[Data excerpts]
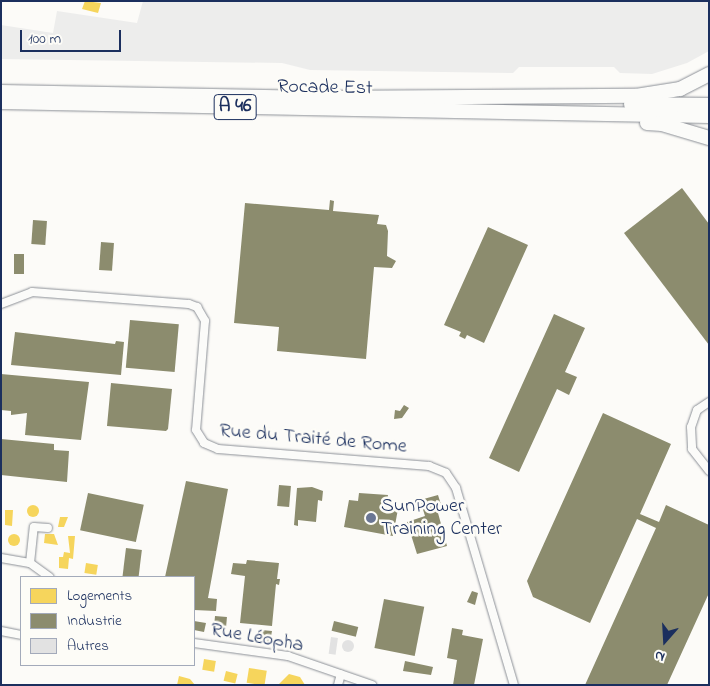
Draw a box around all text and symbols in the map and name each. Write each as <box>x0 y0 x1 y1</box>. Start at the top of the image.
scale bar <box>22 20 124 52</box>
text: 100 m <box>28 28 61 50</box>
street label: Rocade Est <box>277 75 373 101</box>
road number: A 46 <box>212 90 258 124</box>
street label: Rue du Traité de Rome <box>218 419 408 459</box>
place label: SunPower Training Center <box>381 494 502 541</box>
marker: SunPower Training Center <box>365 512 377 524</box>
legend <box>20 576 195 666</box>
text: Logements <box>67 585 132 607</box>
text: Industrie <box>67 610 122 632</box>
north arrow <box>640 616 690 666</box>
street label: Rue Léopha <box>209 618 305 658</box>
text: Autres <box>67 635 109 657</box>
text: N <box>652 644 668 667</box>

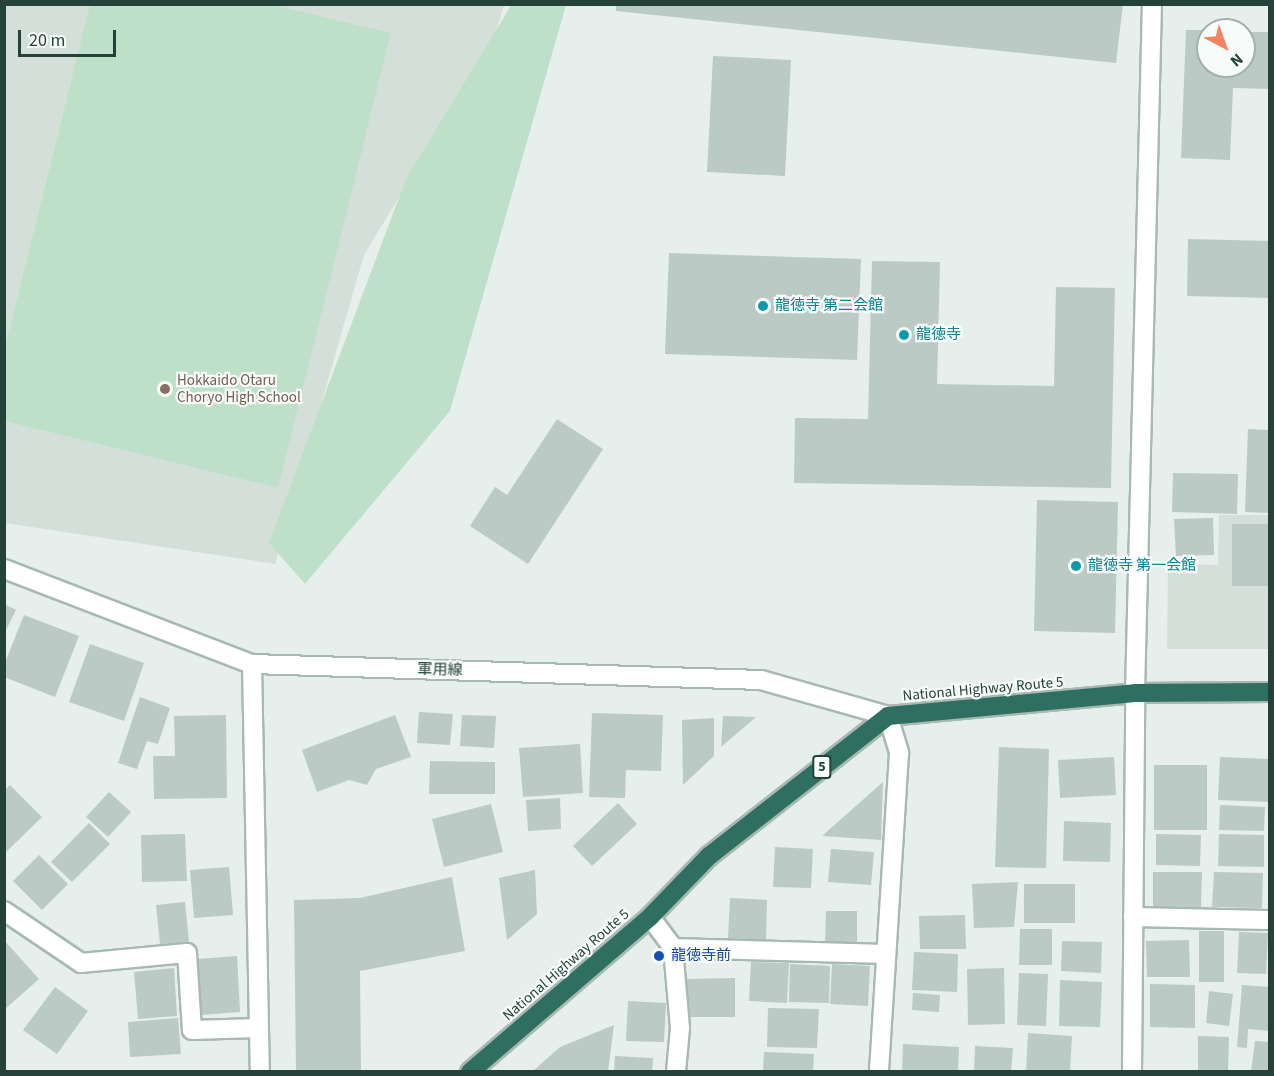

*Brief*
What you return must be every entry, word for word, without any pictures.

*The answer*
Draw a box around all text and symbols in the map and name each. Write each as <box>x0 y0 x1 y1</box>. Start at the top of the image.
scale bar <box>22 20 124 52</box>
text: 100 m <box>28 28 61 50</box>
street label: Rocade Est <box>277 75 373 101</box>
road number: A 46 <box>212 90 258 124</box>
street label: Rue du Traité de Rome <box>218 419 408 459</box>
place label: SunPower Training Center <box>381 494 502 541</box>
marker: SunPower Training Center <box>365 512 377 524</box>
legend <box>20 576 195 666</box>
text: Logements <box>67 585 132 607</box>
text: Industrie <box>67 610 122 632</box>
north arrow <box>640 616 690 666</box>
street label: Rue Léopha <box>209 618 305 658</box>
text: Autres <box>67 635 109 657</box>
text: N <box>652 644 668 667</box>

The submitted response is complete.